Session: Special Session in Honor of Suvrajeet Sen: Nonsmooth Methods in Stochastic Programming
Chair: Junyi Liu
Cluster: Optimization Under Uncertainty and Data-driven Optimization
Talk 1: Improving Dimension Dependence in Zeroth-Order Schemes via Exponentially Shifted Gaussian Smoothing
Speaker: Uday Shanbhag
Abstract: Smoothing-enabled zeroth-order (ZO) methods for nonsmooth convex stochastic optimization have assumed increasing relevance. A shortcoming of such schemes is the dimension dependence in the complexity guarantees, a concern that impedes truly large-scale implementations. We develop a novel exponentially- shifted Gaussian smoothing (esGS) gradient estimator by leveraging a simple change-of-variable argument. The moment bounds of the (esGS) estimator are characterized by a muted dependence on dimension. When the (esGS) estimator is incorporated within a ZO framework, the resulting iteration complexity bounds are reduced to O(n\epsilon^{-2}) from O(n^2 \epsilon^{-2}), the latter being the best available for the existing two-point estimator with Gaussian smoothing. This is joint work with Mingrui Wang and Prakash Chakraborty.
Talk 2: Decomposition-based algorithm for infinite horizon stochastic programs on finite-state Markov chains
Speaker: Shuotao Diao
Abstract: Infinite horizon stochastic programs on finite-state Markov chains can be expressed as a semi-contractive model. In this work, we provide a unifying view of the conditions ensuring the existence of fixed points of the infinite horizon stochastic programs. We further develop a decomposition-based method to solve the infinite horizon stochastic programs with convergence guarantee.
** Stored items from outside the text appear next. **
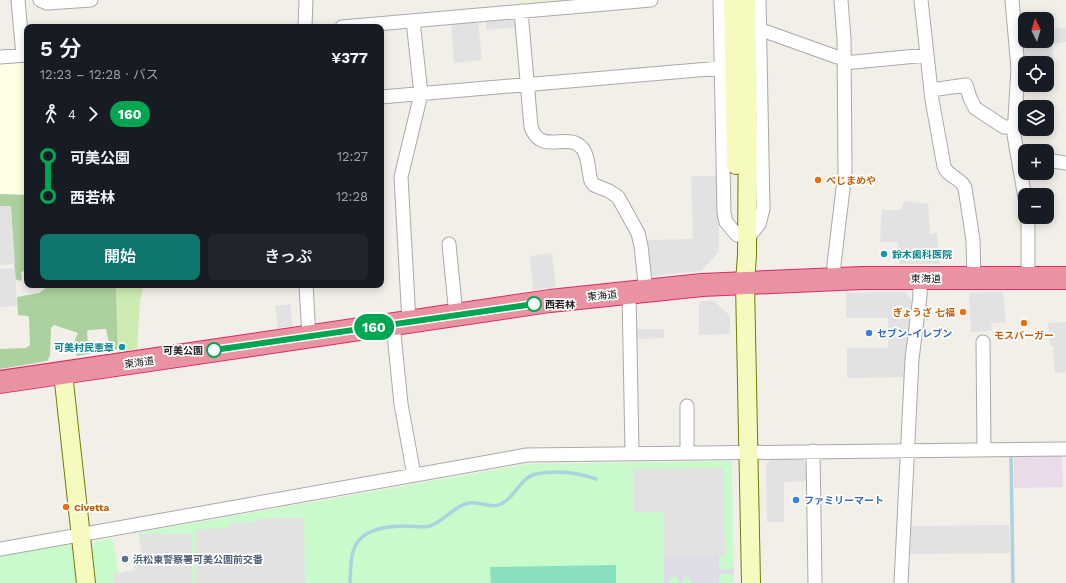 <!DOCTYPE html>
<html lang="ja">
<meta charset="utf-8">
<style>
body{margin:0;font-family:"Work Sans","Noto Sans JP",sans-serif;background:#20242c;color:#f1f3f6;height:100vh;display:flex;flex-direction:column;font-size:15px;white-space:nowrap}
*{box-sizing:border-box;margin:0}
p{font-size:13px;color:#9ea1a6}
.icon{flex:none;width:22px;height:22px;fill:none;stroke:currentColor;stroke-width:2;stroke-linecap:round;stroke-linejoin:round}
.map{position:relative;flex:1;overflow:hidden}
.side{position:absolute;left:24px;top:24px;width:360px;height:264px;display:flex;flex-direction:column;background:#171b24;border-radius:8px;box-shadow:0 2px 10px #0003}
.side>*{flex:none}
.badge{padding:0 8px;border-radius:13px;font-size:14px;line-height:26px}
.needle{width:26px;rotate:355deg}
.fabs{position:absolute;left:1018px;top:12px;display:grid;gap:8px}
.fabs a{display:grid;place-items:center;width:36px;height:36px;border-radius:8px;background:#171b24;box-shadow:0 2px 10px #0003;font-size:20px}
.map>.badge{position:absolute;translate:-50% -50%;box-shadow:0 0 0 2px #fff}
.legs{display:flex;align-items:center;gap:6px;height:44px;padding:0 16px;font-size:13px}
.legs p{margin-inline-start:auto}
.overview{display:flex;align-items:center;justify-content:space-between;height:68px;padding:0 16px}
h1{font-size:22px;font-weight:600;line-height:30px}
.button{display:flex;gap:8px;margin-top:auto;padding:8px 16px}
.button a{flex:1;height:46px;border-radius:8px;background:#0f766e;color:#fff;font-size:16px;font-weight:600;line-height:46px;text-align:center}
.button a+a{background:#20242c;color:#f1f3f6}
ul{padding:0 16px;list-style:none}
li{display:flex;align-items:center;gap:14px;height:40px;font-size:15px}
li i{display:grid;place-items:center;width:6px;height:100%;margin:0 5px;background:currentColor}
li i::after{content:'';width:10px;height:10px;margin:-5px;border:3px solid;border-radius:50%;background:#171b24}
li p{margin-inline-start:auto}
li:first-child i{background:linear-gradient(#0000 50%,currentColor 0)}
li:last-child i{background:linear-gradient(currentColor 50%,#0000 0)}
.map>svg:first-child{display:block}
</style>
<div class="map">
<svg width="1066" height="583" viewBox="0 0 1066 583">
<rect width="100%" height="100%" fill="#f2efe9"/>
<path fill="#ebdbe8" d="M1062,455L1063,487L1014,488V456Z"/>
<path fill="#ffffe5" d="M27,59V195L0,194V61Z"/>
<path fill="#eef0d5" d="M521,0H558V4L521,7Z"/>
<path fill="#cdebb0" d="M116,285H144L140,301L137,349L119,352Z"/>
<path fill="#add19e" d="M0,194L27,195V270L21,272L22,279L20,281L15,279L11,208L10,206H0Z
M50,285H116L118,348L115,350L110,348L106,329L89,330L87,332L89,354L77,356L72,347L78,333L54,325L51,328L50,356L47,361L0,369V349L26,348L30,345L29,318L28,316L18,315L17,297L39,293Z"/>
<path fill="#c8facc" d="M732,461L734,583H96L92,547L96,541L112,538L119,573L135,570L132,556L142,554L138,533L528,464Z
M68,543L75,548L79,583H0V555Z"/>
<path fill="#88e0be" d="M616,565V583H491L490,567Z"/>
<path fill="#e2e2e2" d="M514,17L515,27L486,30V19Z
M478,20L482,60L454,63L451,22Z
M1066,28V42L1052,44L1054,63H1025V66H1022L1019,32L1025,31V41H1047V29Z
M691,176H718L719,252L701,271L650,276L645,240L693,239Z
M904,201L928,204L930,234L937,233L940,264H900L898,242H880L882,210H901Z
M0,206H10L11,208L15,264L0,265Z
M552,253L556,287L533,290L530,256Z
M15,268L17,306L0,307V269Z
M906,292L912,302L904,377L847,378V348H888V318H846V293Z
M1003,292L1006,322L991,323L992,331L971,332L969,293Z
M713,300L730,316V334L699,335V302Z
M290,304L293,326L278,328L275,306Z
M1066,322V372L1055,373L1053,346H1050L1048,323Z
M637,329H664V338L637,339Z
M771,459H802L807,464L808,481L784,482V522H767L766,465Z
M723,468L725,556L664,557L663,512H634L633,469Z
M259,518H304L305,583H196L195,530L226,528L229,527L230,523L257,522Z
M1009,525L1010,553L910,554L911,526Z
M139,534H192V583H114V574L135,570L132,556L142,554Z"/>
<path fill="#dddde8" d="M719,556V569H734V574H719V583H691V578L686,577H683V583H678V577H674L669,578V583H664V557Z"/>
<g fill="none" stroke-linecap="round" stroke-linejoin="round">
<path stroke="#aad3df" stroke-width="3.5" d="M1011,456L1013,583
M350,583C351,567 349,549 362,537C373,528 393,526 406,526C414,526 422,528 430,526C445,521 453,506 469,503C483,501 493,512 507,500C517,492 523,476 536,474C557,470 576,472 596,479"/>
<g stroke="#a9a9a9" stroke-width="15">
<path id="street" d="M18,0L23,55
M40,0L47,3L91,0
M720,0L724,213L726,222L737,235
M921,0L932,100L944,166C947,177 961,177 965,188L973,240L974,278
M1012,0L1018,69L1014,135L1025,198
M521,11L531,127C541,156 568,131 582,148C589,156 588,171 591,181L594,185L609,191L618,197L638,233L641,246L646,291
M305,27L306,0
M342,27L651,0
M759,32H767L837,57H844
M0,57L27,55
M844,63L927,55
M931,90L966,85L970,98L975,108L1004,127H1014
M381,97L721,68
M1047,160L1066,163
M1028,217V278
M747,239L759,224L763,209L759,0
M449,244L456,315
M834,279V264L845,172L844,39L841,0
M306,285L309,337
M629,292L632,453
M409,322L401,177L421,94L413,21
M393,324L401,404L414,475
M983,342L984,450
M687,406V453
M813,451L815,583
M0,549L527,455L1066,449
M901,583L912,359L920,296V278"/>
</g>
<g stroke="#707d05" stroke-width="20">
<path id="secondary" d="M733,0L736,165
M746,0L748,115L747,255L745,283L751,583
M63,373L86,583"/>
</g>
<g stroke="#dc2a67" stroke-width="24">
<path id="highway" d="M0,382L550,301L702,285L862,278H1066"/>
</g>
<use href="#street" stroke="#fff" stroke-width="13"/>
<use href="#secondary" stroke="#f7fabf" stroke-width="18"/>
<use href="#highway" stroke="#e892a2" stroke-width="22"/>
</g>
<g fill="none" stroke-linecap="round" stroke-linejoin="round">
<g stroke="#fff" stroke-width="9">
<path id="line-1" d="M214,350L534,304"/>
</g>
<use href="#line-1" stroke="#00a651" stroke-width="6"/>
</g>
<g fill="#e8710a" stroke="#fff" stroke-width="1.5">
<circle cx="818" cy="180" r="4"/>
<circle cx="963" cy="312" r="4"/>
<circle cx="1024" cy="323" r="4"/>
<circle cx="66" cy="507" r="4"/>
</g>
<g fill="#0f9aa8" stroke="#fff" stroke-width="1.5">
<circle cx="884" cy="254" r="4"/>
<circle cx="122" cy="347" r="4"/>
</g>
<g fill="#fff" stroke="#00a651" stroke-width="2">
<circle cx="534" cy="304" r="7"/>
<circle cx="214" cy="350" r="7"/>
</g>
<g fill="#3f7fe0" stroke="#fff" stroke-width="1.5">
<circle cx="869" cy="333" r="4"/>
<circle cx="796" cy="500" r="4"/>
</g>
<circle fill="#5c6f8a" stroke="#fff" stroke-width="1.5" cx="125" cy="559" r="4"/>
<g text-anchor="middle" stroke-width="3.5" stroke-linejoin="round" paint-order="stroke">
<g font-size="10" font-weight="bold" fill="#c56008" stroke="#fff" text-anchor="start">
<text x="826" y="184">べじまめや</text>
<text x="955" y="316" text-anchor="end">ぎょうざ 七福</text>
<text x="1024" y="339" text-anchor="middle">モスバーガー</text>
<text x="74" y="511">Civetta</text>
</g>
<g font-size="10" font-weight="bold" fill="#0d838f" stroke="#fff" text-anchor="start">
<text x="892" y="258">鈴木歯科医院</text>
<text x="114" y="351" text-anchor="end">可美村民憲章</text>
</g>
<g font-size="10" fill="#222" stroke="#fff">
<text x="926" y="282">東海道</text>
<text transform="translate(602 295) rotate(-6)" y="4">東海道</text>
<text transform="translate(139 362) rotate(-8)" y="4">東海道</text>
</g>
<g font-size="10" font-weight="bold" fill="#222" stroke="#fff" text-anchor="start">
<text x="545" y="308">西若林</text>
<text x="203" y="354" text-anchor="end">可美公園</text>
</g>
<g font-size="10" font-weight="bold" fill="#366cbe" stroke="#fff" text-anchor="start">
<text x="877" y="337">セブン-イレブン</text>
<text x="804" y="504">ファミリーマート</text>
</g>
<g font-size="10" font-weight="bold" fill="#4e5e75" stroke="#fff" text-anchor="start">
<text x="133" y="563">浜松東警察署可美公園前交番</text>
</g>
</g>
</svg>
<div class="fabs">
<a><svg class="needle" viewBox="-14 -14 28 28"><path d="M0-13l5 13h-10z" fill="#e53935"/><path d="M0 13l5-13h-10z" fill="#9ea1a6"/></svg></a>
<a><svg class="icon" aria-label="locate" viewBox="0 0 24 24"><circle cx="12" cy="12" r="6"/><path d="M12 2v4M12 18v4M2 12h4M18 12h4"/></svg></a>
<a><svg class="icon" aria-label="layers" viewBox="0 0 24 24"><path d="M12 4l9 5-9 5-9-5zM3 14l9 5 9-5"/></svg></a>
<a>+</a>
<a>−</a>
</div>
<b class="badge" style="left:374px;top:327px;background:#00a651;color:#fff">160</b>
<section class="side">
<div class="overview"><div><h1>5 分</h1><p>12:23 – 12:28 · バス</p></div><b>¥377</b></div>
<div class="legs"><svg class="icon" aria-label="walk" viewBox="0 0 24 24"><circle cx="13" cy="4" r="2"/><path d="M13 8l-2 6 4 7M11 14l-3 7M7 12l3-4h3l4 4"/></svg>4<svg class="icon" aria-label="forward" viewBox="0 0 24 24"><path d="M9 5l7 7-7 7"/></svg><b class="badge" style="background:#00a651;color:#fff">160</b></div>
<ul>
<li><i style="color:#00a651"></i><b>可美公園</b><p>12:27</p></li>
<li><i style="color:#00a651"></i><b>西若林</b><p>12:28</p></li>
</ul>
<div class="button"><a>開始</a><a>きっぷ</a></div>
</section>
</div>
Talk 3: Adaptive Sampling-based Nonconvex and Nonsmooth approaches for Stochastic Programs with Implicitly Decision-dependent Uncertainty
Speaker: Junyi Liu
Abstract: We consider a class of stochastic programming problems where the implicitly decision-dependent random variable follows a nonparametric regression model with heteroskedastic error. We develop an adaptive sampling-based algorithm that integrates the simulation scheme and statistical estimates to construct sampling-based surrogate functions in a way that the simulation process is guided by the algorithmic procedure. We establish the nonasymptotic convergence analysis in terms of $(\epsilon, \delta)$-nearly stationarity in expectation under variable proximal parameters and batch sizes that leads to superior convergence rate. Furthermore, we show that the proposed adaptive simulation scheme embedded in the sampling-based algorithm leads to better error control of sampling-based surrogate functions and thus enhance the stability and efficiency of the sampling-based algorithm, which are further evidenced by numerical results.